Although Macros had earlier said there would be no changes in economic and financial policies following the “Yellow Vest” protesters demonstrating in many parts of the country, Prime Minister Edouard Philippe had announced the fuel price delay in a TV address earlier this week. He said: anyone would have ‘to be deaf or blind’ not to hear or see the anger of the people, seen in the protesters.

As protests increase, Macron has now abandoned the price increase.

Scores of protesting teens have also clashed with police at a high school west of Paris on Thursday, part of nationwide student action over university admissions procedures and rising administrative fees, leading to a widening of the Yellow Vest protests.

These protests, are carried out by non-politically organised activists, wearing the high-visibility yellow vests required by law to be carried in every motor vehicle for safety needs. The protests have grown into widespread anger at the government, and especially against President Macron, who was elected last year with an overwhelming mandate for sweeping economic reform. However, his popularity has fallen sharply in recent months amid accusations that he is a ‘president for the rich', due to his economic policies.

Prime Minister Philippe earlier said there would be consultations across the country to see what accompanying measures might be introduced to ease the burden for the worst-off. He also said planned increases in gas and electricity prices this winter would be halted, and that a toughening of the rules for vehicle emissions tests would also be postponed.

Mr. Macron was elected President on a platform of economic reform, which would improve the lives of the French people via lower unemployment and a kick-started economy. But many feel that has not emerged. An analysis of the 2018-19 budget carried out by France's public policy institute, for example, found that incomes for the poorest quarter of households would largely drop or stay the same under the plans.

Middle-income earners would see a modest bump - but the greatest beneficiaries would be those who were already wealthy, in the top 1%. The pattern is worse for retired people - almost all of whom will be worse off.

‘Not enough’

The Yellow Vests are not fully pleased with the temporary relief.

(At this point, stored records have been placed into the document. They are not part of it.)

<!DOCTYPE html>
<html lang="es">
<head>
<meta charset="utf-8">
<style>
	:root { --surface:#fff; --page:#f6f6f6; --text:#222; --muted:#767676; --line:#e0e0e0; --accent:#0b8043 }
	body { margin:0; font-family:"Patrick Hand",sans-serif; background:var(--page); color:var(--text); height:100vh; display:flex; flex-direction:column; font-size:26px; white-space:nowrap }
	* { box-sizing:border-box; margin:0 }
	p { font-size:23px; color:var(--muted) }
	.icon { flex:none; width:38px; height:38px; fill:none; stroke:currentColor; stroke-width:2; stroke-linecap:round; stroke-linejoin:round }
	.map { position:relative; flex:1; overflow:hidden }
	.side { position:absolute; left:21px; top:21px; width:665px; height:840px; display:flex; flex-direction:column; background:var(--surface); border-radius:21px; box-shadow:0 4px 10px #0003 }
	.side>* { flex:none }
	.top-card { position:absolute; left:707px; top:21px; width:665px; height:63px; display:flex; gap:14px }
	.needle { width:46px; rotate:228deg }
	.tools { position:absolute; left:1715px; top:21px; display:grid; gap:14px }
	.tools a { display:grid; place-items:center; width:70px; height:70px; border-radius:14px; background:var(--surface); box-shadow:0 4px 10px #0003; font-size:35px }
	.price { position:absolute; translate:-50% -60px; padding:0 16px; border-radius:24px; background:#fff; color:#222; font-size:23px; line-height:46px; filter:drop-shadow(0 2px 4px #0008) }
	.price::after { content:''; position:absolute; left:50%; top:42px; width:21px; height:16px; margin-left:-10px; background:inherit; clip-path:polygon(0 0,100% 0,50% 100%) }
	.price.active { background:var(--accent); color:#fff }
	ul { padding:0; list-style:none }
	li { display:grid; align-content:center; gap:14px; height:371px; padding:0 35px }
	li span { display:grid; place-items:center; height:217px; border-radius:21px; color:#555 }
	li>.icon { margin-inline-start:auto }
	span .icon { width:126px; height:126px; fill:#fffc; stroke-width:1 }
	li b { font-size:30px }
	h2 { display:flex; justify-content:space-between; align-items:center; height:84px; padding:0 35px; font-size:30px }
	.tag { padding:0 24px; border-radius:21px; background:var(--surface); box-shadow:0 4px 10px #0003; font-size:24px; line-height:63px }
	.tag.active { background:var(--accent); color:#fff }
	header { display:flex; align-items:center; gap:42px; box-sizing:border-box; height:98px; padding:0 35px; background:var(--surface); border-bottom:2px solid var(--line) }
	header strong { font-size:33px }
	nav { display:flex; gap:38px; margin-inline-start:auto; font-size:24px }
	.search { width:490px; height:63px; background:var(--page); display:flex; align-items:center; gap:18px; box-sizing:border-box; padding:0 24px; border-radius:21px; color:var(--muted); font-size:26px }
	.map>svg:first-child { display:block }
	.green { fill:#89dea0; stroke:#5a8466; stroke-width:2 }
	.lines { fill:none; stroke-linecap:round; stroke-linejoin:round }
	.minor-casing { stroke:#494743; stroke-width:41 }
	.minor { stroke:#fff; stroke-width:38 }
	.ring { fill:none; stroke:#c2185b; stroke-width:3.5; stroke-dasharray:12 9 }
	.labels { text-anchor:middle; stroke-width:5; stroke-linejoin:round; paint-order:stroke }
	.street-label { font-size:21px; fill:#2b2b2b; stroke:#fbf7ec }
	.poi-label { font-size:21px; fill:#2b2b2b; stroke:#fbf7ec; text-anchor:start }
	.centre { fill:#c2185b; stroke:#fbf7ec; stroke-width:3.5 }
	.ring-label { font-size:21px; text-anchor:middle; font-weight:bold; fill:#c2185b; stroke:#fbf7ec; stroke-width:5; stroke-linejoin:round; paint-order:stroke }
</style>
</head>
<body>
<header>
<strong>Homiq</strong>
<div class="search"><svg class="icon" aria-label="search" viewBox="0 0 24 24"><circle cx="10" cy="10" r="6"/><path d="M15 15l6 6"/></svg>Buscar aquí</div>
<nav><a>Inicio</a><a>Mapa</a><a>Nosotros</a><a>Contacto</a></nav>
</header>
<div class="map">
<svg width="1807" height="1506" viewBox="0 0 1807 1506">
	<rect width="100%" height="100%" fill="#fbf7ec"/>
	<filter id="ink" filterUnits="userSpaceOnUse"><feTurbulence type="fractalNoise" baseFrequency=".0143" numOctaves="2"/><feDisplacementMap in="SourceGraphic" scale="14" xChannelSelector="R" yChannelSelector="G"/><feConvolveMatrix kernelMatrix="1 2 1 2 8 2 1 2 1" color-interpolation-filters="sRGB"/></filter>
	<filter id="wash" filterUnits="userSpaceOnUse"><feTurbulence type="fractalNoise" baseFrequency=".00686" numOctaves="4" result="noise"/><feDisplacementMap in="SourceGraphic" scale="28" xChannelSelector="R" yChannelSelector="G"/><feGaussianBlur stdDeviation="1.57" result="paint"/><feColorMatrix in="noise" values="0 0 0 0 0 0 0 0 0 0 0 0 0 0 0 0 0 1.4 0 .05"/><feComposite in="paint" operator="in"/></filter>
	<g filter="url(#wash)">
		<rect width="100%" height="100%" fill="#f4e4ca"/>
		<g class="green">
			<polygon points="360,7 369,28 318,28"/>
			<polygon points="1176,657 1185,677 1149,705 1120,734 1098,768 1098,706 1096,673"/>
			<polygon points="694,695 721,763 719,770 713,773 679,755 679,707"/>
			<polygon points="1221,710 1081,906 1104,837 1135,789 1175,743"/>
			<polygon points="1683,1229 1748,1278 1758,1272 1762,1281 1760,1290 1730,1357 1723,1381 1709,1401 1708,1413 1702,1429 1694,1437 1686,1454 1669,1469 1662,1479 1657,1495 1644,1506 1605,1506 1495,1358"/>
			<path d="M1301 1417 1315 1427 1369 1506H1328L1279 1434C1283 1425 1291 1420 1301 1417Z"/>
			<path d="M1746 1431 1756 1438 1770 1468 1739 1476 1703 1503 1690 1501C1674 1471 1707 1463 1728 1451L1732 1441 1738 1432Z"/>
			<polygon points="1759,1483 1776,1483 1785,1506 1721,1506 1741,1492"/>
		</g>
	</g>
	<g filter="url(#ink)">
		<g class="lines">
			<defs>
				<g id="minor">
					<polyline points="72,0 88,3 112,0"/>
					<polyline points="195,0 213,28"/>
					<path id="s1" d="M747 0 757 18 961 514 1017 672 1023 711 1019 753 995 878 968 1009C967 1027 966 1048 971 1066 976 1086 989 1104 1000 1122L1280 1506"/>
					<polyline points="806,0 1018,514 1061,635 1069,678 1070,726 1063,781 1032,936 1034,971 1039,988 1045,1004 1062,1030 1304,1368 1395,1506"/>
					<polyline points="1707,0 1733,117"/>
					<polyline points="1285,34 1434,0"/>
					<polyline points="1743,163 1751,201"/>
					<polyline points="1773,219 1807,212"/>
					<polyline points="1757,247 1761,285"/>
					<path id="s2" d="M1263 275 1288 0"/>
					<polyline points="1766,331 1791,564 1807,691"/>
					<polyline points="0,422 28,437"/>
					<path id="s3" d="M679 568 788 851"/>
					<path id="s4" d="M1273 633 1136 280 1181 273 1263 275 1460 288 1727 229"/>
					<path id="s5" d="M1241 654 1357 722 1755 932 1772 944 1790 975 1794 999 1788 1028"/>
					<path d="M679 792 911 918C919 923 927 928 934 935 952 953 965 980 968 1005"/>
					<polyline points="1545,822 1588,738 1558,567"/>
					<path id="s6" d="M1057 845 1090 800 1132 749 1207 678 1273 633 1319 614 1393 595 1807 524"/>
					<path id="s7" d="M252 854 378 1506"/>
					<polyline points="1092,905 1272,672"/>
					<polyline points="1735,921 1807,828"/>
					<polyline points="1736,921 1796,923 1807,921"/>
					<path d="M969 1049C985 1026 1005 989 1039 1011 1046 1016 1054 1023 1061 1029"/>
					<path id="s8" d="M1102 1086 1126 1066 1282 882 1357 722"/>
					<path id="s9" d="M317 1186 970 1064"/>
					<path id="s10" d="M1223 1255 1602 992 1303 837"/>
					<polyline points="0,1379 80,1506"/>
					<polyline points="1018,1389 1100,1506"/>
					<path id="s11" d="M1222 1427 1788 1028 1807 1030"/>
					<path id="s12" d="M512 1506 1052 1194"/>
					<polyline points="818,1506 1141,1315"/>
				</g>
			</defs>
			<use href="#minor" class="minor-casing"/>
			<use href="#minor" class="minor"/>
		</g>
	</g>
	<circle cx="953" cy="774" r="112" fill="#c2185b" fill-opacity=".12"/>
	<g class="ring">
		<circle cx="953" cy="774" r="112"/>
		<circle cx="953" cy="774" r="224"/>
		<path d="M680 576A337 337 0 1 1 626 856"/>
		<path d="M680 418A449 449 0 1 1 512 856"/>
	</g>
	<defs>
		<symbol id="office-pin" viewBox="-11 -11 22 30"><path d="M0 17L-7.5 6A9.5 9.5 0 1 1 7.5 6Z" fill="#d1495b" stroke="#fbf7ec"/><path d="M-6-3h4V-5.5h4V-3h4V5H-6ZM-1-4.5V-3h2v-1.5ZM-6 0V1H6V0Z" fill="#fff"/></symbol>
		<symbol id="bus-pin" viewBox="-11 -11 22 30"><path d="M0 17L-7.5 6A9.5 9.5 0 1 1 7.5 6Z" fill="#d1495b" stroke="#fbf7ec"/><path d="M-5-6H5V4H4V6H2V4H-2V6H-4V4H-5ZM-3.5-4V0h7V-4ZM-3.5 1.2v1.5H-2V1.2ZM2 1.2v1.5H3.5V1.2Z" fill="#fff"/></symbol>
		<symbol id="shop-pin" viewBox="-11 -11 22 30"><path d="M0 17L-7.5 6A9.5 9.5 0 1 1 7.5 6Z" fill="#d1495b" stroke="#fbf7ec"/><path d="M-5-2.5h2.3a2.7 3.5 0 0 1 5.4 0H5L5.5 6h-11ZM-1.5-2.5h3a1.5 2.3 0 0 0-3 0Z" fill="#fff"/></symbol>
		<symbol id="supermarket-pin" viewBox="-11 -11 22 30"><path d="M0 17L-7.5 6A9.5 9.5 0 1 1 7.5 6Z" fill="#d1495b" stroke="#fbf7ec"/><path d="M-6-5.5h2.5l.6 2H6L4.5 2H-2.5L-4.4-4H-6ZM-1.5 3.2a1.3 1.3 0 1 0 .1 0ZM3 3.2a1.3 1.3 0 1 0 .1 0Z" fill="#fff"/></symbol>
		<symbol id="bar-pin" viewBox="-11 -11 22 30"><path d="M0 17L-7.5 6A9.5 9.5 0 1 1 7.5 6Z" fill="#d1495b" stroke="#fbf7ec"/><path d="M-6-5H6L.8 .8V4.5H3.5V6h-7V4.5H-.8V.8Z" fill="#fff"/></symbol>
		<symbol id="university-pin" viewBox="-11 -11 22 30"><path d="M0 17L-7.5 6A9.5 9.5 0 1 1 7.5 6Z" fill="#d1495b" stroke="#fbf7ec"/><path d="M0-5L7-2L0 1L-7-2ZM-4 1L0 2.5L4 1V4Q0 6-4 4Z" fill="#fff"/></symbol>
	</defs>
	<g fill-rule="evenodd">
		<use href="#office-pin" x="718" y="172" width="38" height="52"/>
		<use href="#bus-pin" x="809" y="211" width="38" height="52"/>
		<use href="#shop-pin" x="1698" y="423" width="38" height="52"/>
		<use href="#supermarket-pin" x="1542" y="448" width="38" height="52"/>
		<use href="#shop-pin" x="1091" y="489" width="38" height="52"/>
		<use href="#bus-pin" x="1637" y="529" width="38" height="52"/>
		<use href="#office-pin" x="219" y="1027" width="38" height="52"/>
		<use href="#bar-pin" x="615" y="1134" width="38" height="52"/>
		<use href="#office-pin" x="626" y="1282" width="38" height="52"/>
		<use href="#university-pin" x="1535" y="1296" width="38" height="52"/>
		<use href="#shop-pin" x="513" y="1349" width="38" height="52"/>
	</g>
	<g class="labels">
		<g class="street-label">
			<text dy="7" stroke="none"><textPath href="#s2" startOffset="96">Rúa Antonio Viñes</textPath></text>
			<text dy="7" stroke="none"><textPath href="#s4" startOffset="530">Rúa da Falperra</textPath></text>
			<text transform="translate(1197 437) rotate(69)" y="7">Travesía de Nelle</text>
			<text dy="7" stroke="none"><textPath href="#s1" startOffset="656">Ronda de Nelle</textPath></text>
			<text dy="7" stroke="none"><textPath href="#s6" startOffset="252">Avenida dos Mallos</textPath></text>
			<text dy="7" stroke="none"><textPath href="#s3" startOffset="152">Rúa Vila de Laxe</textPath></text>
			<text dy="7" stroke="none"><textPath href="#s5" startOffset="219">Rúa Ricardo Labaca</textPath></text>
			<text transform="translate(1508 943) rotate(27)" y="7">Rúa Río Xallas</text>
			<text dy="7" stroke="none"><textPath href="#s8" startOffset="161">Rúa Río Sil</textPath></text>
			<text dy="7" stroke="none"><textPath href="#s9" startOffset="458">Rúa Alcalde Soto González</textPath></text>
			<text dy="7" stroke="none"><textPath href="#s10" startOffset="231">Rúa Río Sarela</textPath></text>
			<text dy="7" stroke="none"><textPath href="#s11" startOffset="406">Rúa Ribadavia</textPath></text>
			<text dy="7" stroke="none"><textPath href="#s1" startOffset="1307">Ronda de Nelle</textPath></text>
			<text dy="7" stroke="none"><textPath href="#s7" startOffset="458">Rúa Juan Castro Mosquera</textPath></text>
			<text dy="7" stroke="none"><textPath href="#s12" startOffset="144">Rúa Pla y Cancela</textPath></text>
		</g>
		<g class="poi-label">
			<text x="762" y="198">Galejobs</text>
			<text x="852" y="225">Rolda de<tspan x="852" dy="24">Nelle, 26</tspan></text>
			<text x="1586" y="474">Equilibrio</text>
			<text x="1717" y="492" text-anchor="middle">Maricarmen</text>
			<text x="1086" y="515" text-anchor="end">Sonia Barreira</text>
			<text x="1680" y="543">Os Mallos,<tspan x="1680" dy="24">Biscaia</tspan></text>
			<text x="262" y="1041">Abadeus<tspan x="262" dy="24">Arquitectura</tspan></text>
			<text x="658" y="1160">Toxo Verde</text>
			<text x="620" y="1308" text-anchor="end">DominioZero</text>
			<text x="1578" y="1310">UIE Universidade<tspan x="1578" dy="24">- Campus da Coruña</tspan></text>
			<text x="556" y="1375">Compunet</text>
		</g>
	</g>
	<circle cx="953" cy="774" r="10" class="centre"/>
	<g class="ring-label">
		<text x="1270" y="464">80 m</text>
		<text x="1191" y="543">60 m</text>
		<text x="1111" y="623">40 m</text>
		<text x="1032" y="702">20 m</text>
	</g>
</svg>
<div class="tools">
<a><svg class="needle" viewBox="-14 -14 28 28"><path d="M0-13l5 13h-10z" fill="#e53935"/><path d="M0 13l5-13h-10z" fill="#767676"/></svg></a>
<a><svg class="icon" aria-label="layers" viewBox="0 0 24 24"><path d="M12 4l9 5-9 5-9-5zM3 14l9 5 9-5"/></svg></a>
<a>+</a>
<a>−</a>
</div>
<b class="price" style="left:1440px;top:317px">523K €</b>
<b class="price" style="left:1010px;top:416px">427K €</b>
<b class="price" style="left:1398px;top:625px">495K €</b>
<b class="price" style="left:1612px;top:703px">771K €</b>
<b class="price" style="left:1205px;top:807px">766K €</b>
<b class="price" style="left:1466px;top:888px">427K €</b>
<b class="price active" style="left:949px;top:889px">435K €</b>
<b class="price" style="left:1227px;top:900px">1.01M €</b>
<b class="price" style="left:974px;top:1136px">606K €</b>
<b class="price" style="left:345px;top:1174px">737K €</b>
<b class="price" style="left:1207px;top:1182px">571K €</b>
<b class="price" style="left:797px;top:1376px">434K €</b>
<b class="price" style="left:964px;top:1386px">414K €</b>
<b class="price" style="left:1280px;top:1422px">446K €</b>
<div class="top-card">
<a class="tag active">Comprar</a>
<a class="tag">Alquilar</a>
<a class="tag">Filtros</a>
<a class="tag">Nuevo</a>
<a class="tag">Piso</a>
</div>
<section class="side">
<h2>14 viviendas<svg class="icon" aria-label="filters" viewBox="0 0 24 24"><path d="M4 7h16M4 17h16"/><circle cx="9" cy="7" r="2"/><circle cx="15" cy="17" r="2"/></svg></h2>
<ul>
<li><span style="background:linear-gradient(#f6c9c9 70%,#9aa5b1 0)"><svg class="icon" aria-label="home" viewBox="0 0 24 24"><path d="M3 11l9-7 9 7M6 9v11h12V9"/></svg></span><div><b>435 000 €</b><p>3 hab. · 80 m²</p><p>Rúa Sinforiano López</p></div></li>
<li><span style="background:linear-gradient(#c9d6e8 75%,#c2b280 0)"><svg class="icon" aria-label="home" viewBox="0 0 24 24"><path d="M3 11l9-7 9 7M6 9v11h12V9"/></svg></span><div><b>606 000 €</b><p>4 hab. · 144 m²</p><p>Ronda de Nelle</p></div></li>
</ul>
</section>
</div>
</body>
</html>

They see it as a suspension of the tax rise and not an abolition, and suspect the government would reinstate the taxes later this year. They are reportedly in no mood to call off their protests.

What the government seeks is to satisfy a large enough bloc of “moderates” among the Yellow Vests, and wean them away from the barricades, to lose the momentum of the protests. Protesters are also demanding Macron’s removal of the wealth tax concession that benefits the wealthiest 1% of people.

The climb down by President Macron, comes with his earlier insisting the measures are necessary to combat climate change and meet budget deficit reduction targets. The Yellow Vest protests come as the ‘COP24’ the 24th Conference of the Parties to the United Nations Framework Convention on Climate Change, takes place in Katowice in Poland, which is seeking to support and push further the decisions of 2015 United Nations Climate Change Conference (COP 21) held in Paris. Macron’s international image is largely associated with the decisions of the 2015 Climate Conference, and the protests and response to the Yellow Vests makes France move away from the key national decisions on Climate Change.

The Yellow Vest protests are seen by many analysts of French politics as a major shift in both national and regional politics, moving away from policy support for the rich and the business sector, to the demands of the wider public. This is seen as a rising shift in the politics in Europe, where the ruling parties of the past several decades losing ground to ‘populist politics’ and the rise of non-liberal politics.

While President Macron’s political party La République En Marche, a centrist, liberal and social-liberal party has a large parliamentary majority, it is fast losing popular support. Other parties of the right and left are now making efforts to capitalize and benefit from the current crisis in governance, but the trends are not in their favour, too. Populism is making strong headway.

Roads leading to the famous Arc de Triomphe in Paris were closed amid recent protests and riots.